While there are many issues that need to be considered with respect to the prices of tuition at colleges and universities, which go more towards financing bloated bureaucracy and frivolous campus spending than improving education, it is important to note that consumers do have the power to make intelligent decisions. While higher education on the whole is admittedly getting more expensive by the day, the fact of the matter is that there are still colleges and universities that are affordable, and we should be encouraging people to attend those affordable institutions, as opposed to pushing the imbecilic scam that the only places where serious learning occurs is at name-brand schools.
In many ways, attending a community college or a state school and being taught by a professor with a Ph.D. (or a master’s degree holder who is an expert practitioner) is far superior to being taught by a nervous teaching assistant/Ph.D. student at a larger university whose main priority is passing comprehensive exams and completing a dissertation. If one actually cares about the quality of education that one receives, as opposed to simply caring about what people will think about the school on one’s resume, community colleges and state universities should be a no-brainer. It is unfortunate, however, that many people believe that the only reason to attend a less-selective college is because of inferior intelligence, and that attending an elite school for undergraduate studies provides unimpeachable proof of superlative intelligence. This kind of truly moronic thinking is why certain famous Wharton graduates with questionable literacy skills, a manifest lack of knowledge, and a palpable dearth of intellectual curiosity can still brag about possessing superior intelligence.

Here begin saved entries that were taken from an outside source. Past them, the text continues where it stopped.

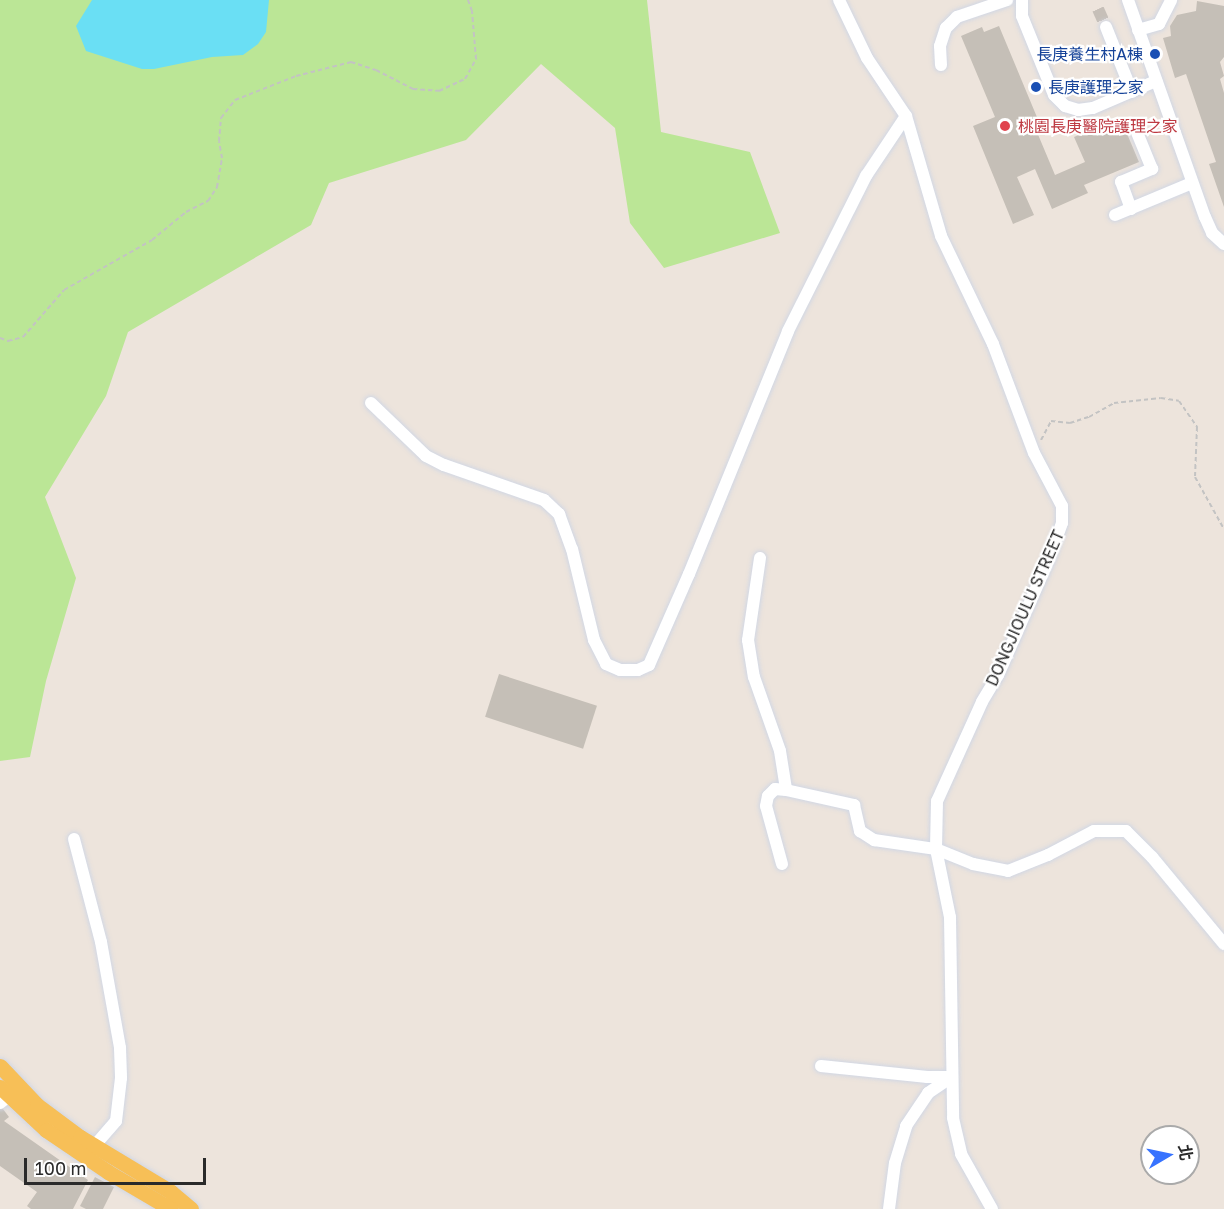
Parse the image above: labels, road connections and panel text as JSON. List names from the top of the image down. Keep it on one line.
{"streets":{"street":["DONGJIOULU STREET"]},"places":["長庚養生村A棟","長庚護理之家","桃園長庚醫院護理之家"],"scale_bar":"100 m","north":"right"}
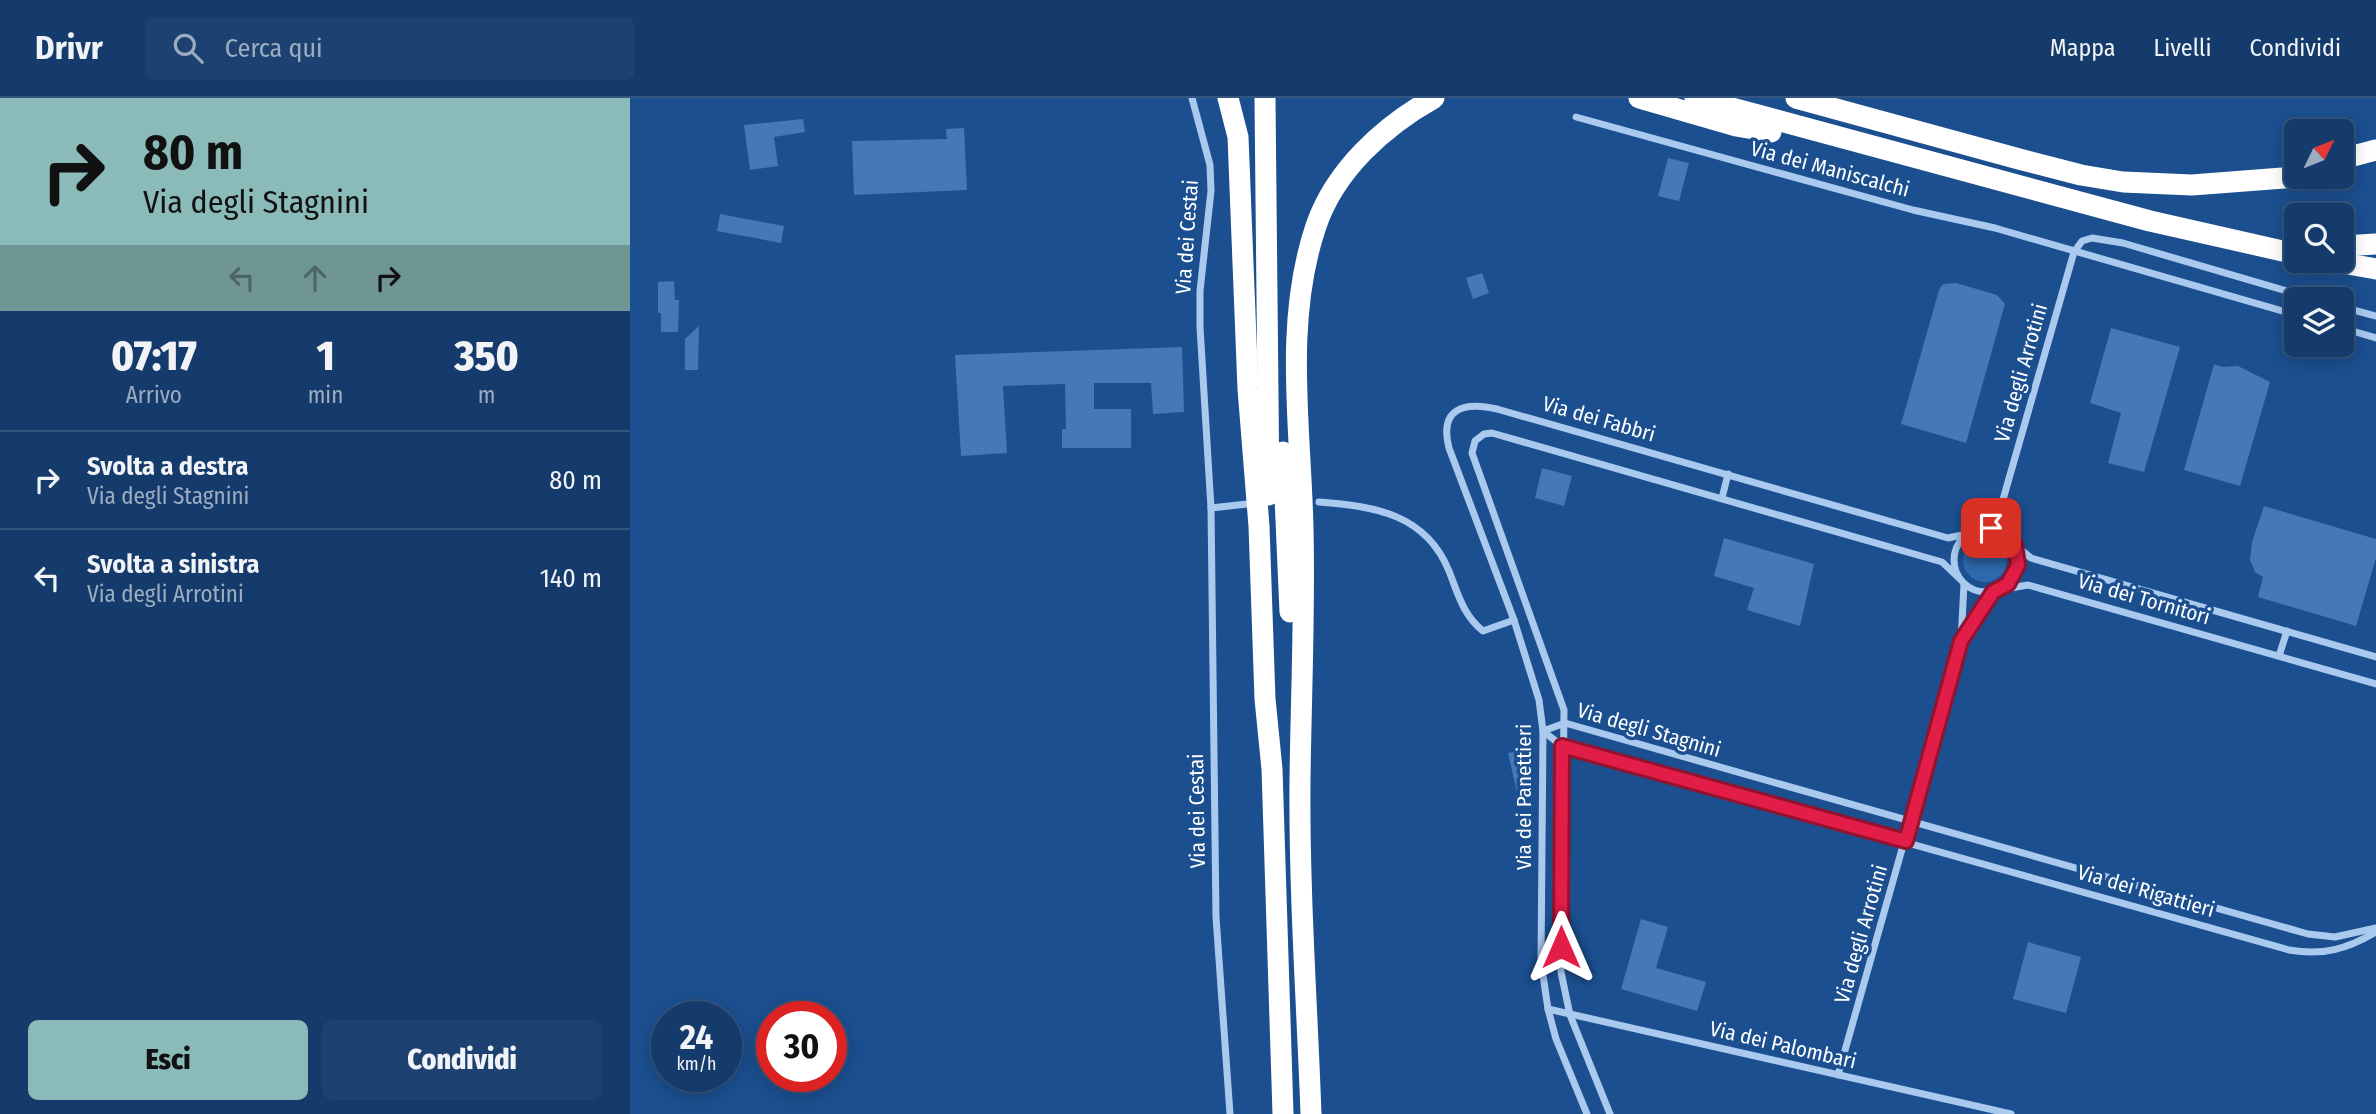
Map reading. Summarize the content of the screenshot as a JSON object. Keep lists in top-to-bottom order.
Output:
{
  "streets": {
    "street": [
      "Via dei Maniscalchi",
      "Via dei Cestai",
      "Via degli Arrotini",
      "Via dei Fabbri",
      "Via dei Tornitori",
      "Via degli Stagnini",
      "Via dei Panettieri",
      "Via dei Rigattieri",
      "Via dei Palombari"
    ]
  },
  "crossings": [
    ["Via dei Maniscalchi", "Via degli Arrotini"],
    ["Via degli Arrotini", "Via degli Stagnini"],
    ["Via degli Arrotini", "Via dei Rigattieri"],
    ["Via degli Arrotini", "Via dei Palombari"],
    ["Via dei Fabbri", "Via dei Tornitori"],
    ["Via dei Fabbri", "Via dei Panettieri"],
    ["Via degli Stagnini", "Via dei Panettieri"],
    ["Via degli Stagnini", "Via dei Rigattieri"],
    ["Via dei Panettieri", "Via dei Palombari"]
  ],
  "north": "top right",
  "page": {
    "header": "Drivr",
    "search": "Cerca qui",
    "nav": ["Mappa", "Livelli", "Condividi"],
    "turn": ["80 m", "Via degli Stagnini"],
    "eta": [
      "07:17",
      "Arrivo",
      "1",
      "min",
      "350",
      "m"
    ],
    "list": [
      {
        "name": "Svolta a destra",
        "note": "Via degli Stagnini",
        "value": "80 m"
      },
      {
        "name": "Svolta a sinistra",
        "note": "Via degli Arrotini",
        "value": "140 m"
      }
    ],
    "speed": "24 km/h",
    "limit": "30",
    "buttons": ["Esci", "Condividi"]
  }
}
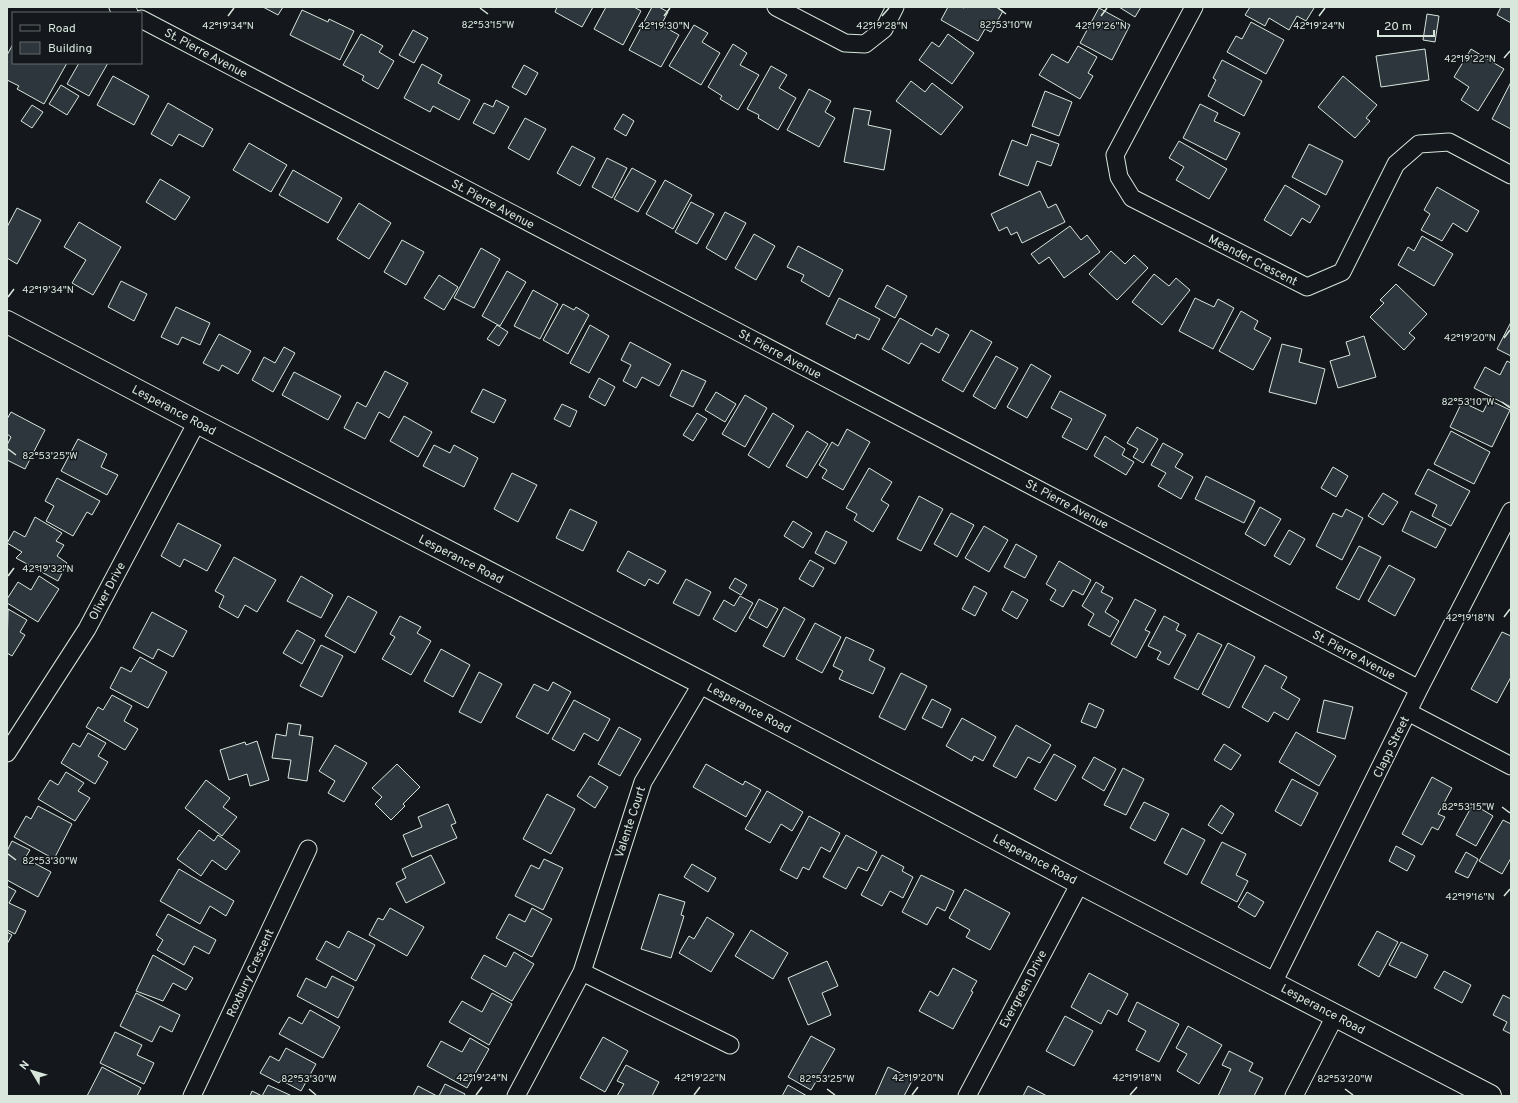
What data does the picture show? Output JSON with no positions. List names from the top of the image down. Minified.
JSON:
{"streets":{"main road":["Lesperance Road"],"street":["St. Pierre Avenue","Meander Crescent","Oliver Drive","Clapp Street","Valente Court","Roxbury Crescent","Evergreen Drive"]},"crossings":[["St. Pierre Avenue","Clapp Street"],["Lesperance Road","Oliver Drive"],["Lesperance Road","Clapp Street"],["Lesperance Road","Valente Court"],["Lesperance Road","Evergreen Drive"]],"legend":["Road","Building"],"scale_bar":"20 m","north":"top left","coordinates":["82°53'15\"W","82°53'10\"W","42°19'34\"N","42°19'30\"N","42°19'28\"N","42°19'26\"N","42°19'24\"N","42°19'22\"N","42°19'20\"N","82°53'25\"W","42°19'32\"N","42°19'18\"N","82°53'30\"W","42°19'16\"N","82°53'20\"W"]}
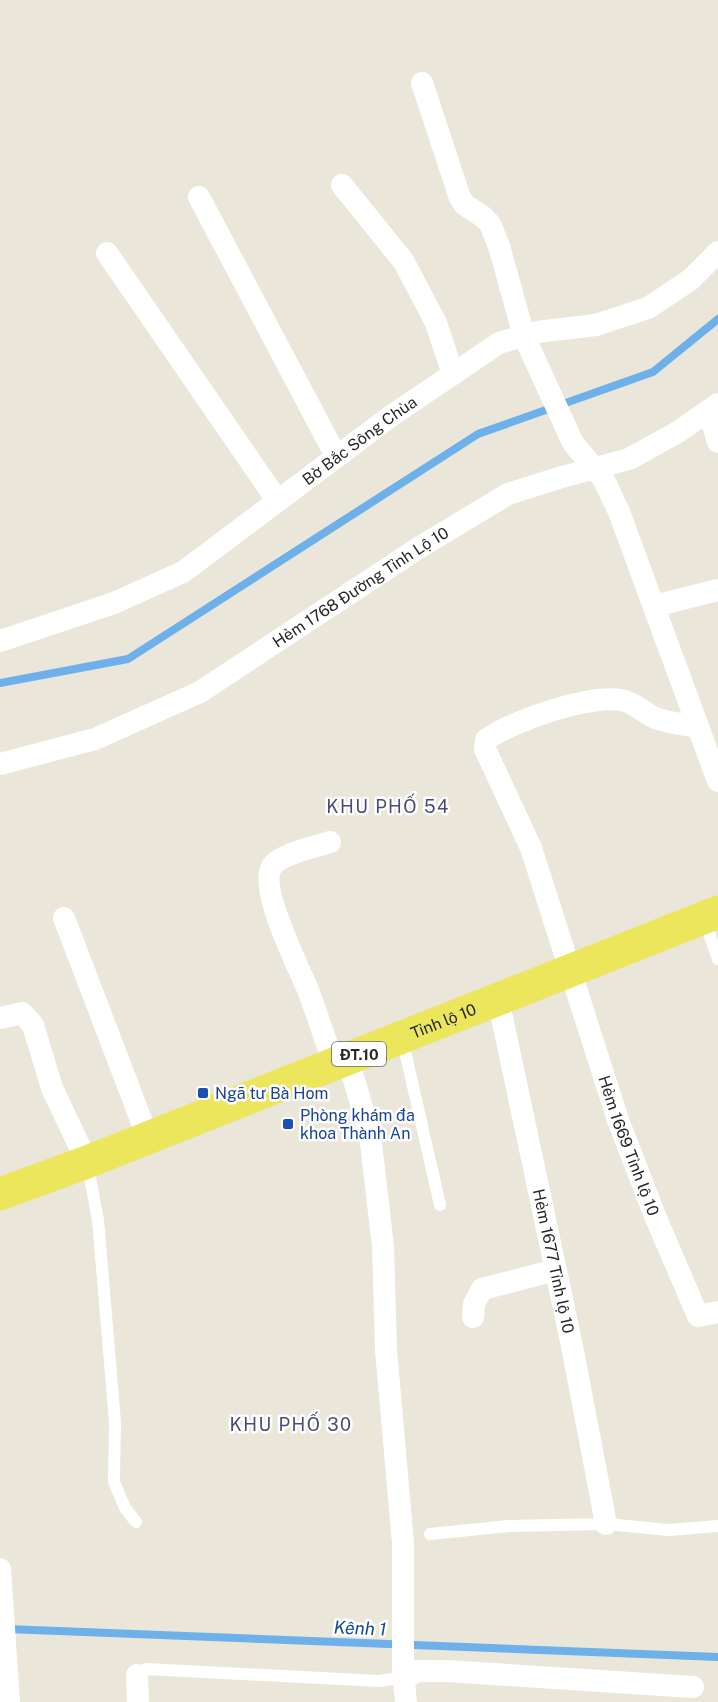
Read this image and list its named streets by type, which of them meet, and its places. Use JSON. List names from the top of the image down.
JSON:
{
  "streets": {
    "main road": ["Tỉnh lộ 10", "ĐT.10"],
    "street": [
      "Bờ Bắc Sông Chùa",
      "Hẻm 1768 Đường Tỉnh Lộ 10",
      "Hẻm 1669 Tỉnh lộ 10",
      "Hẻm 1677 Tỉnh lộ 10"
    ]
  },
  "crossings": [
    ["Tỉnh lộ 10", "Hẻm 1669 Tỉnh lộ 10"],
    ["Tỉnh lộ 10", "Hẻm 1677 Tỉnh lộ 10"]
  ],
  "districts": ["KHU PHỐ 54", "KHU PHỐ 30"],
  "water": ["Kênh 1"],
  "places": {
    "transit": ["Ngã tư Bà Hom", "Phòng khám đa khoa Thành An"]
  }
}
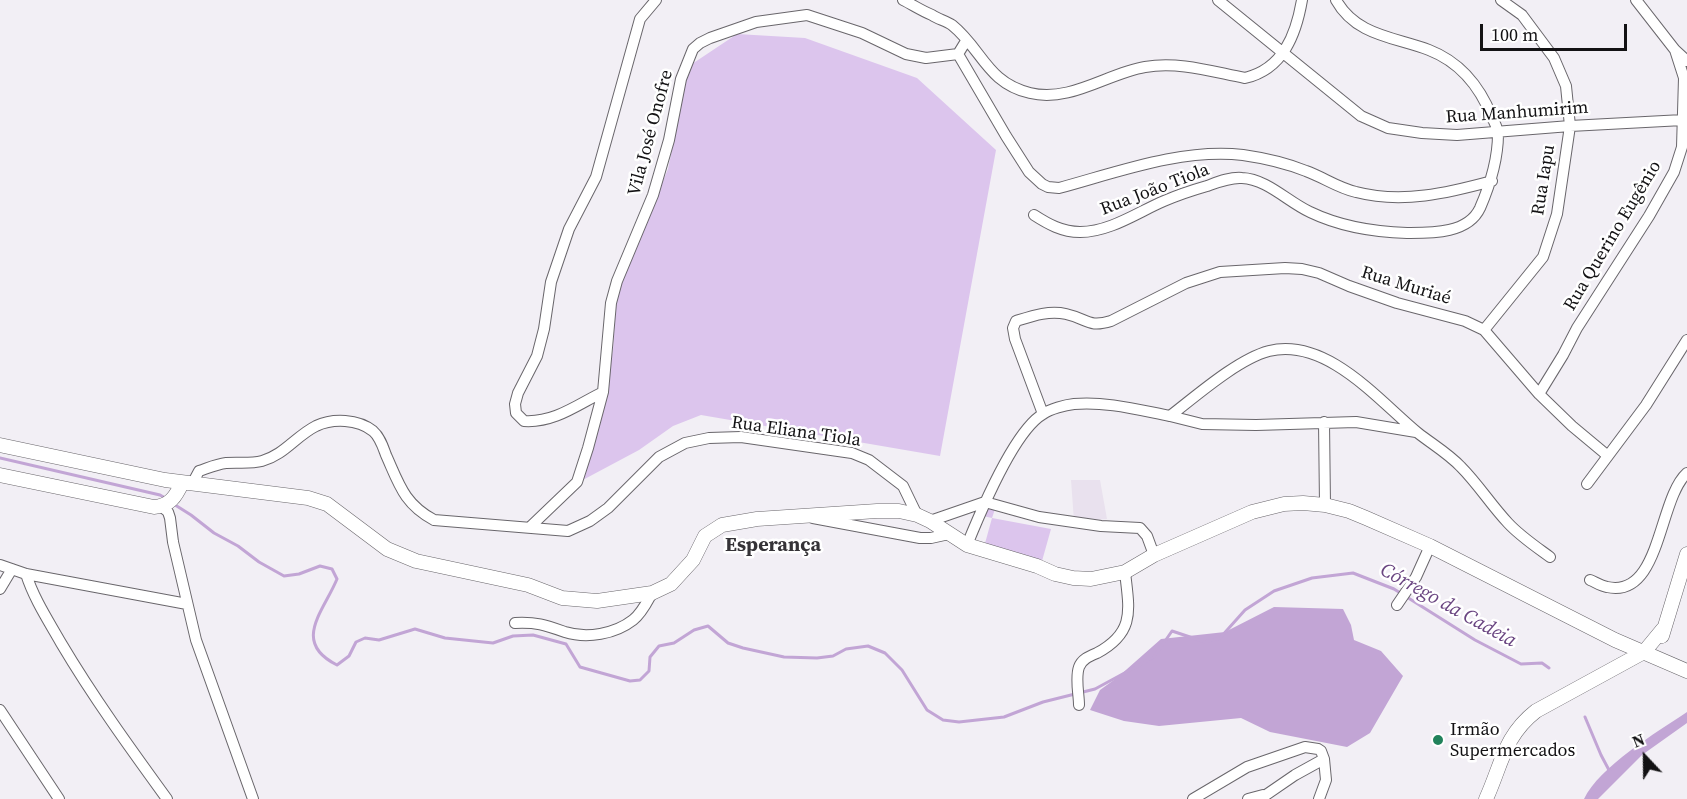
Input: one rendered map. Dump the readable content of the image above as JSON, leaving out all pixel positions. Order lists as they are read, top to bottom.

Far too many people have also bought into the delusion that Ivy League degrees or their fancy equivalents are essentially irrevocable entry tickets into “the one percent.” They have been snookered by the cheap myth that sitting in class next to a senator’s son or a foreign president’s daughter means that one will have the same life trajectory as those children of privilege. The people who enthusiastically believe these delusions and myths about social mobility are the same ones who will also talk eloquently about all the “-isms” that exist in society today, and how there are structural arrangements in place that help to maintain the current social order. To think that Ivy League credentials shatter the structural impediments that many on the lower end of the socioeconomic totem pole face is contrary to reason and evidence.
It is common knowledge that African Americans with college degrees are more likely to be unemployed than similarly educated people from other backgrounds. Research also shows that black people who attend elite schools do not receive the same employment opportunities as their fellow alumni of other races. In a 2015 study in Social Forces, Gaddis found that black people with elite credentials are offered inferior jobs and only compete with white graduates who do not attend elite institutions. Someone can take from this study that it makes the most sense for black people to attend the very best schools that money can buy in order to have the best chance at employment, or someone could take from this that it is much better to attend that most affordable institution and make oneself uniquely valuable in the marketplace through knowledge and talent, since resumes with elite schools on them do not close the gap they are purported to close. The people who take the former route are begging for debt cancellation. The people who take the latter route have the opportunity to proceed with a future unencumbered by ruinous debt.
The argument here, by an uncareful reader, could easily be misconstrued as being anti-intellectual. The point here is not that receiving an education is a net negative, nor is the point that people should not attend Ivy League schools and their equivalents. If one can afford to attend, then there is no doubt that Harvard would be an amazing educational experience. However, the argument being made is that one can receive a solid education at community colleges and state universities at a fraction of the cost, and that cost considerations matter vis-à-vis obtaining higher education. People need to exercise fiscal responsibility with respect to their educational choices.
Asking the government to bail out people who imprudently loaded up on student debt in pursuit of permanent status in “the one percent” by virtue of having an elite degree is not taking care of the most vulnerable. It is bizarre that education seems to be one of the few sectors of spending where many think fiscal responsibility can be summarily dismissed by wave of hand. It is almost as if the second one mentions the word “education,” it is perfectly justifiable and rational to spend a small fortune every semester. People with elite degrees with large debt that they cannot pay off are not suffering from forces beyond their control. They essentially gambled their financial futures and lost. Such people are the educational equivalents of those who “need” the Louis Vuitton luggage with the ‘LV’ logo all over it in order to ostentatiously display wealth when the austere Samsonite luggage is readily available. They are showoffs. It makes little sense to run up a credit card then act like you have been wronged when it is time to pay the bill that you knew you would eventually have to pay—with interest—when you started the spending.
Education is a powerful and necessary tool for social mobility in the Western world only to the extent that it provides the knowledge necessary to be competent and competitive, which can then enable one to earn, save, and invest. College education ceases to be an effective tool of social mobility when it also provides crippling debt that ruins the financial futures of those who have it. Student loan debt does not occur by osmosis. People willingly choose to accrue such debt. The sooner people understand that bad choices are at the heart of student loan debt, the sooner we can encourage the next generation to make better choices.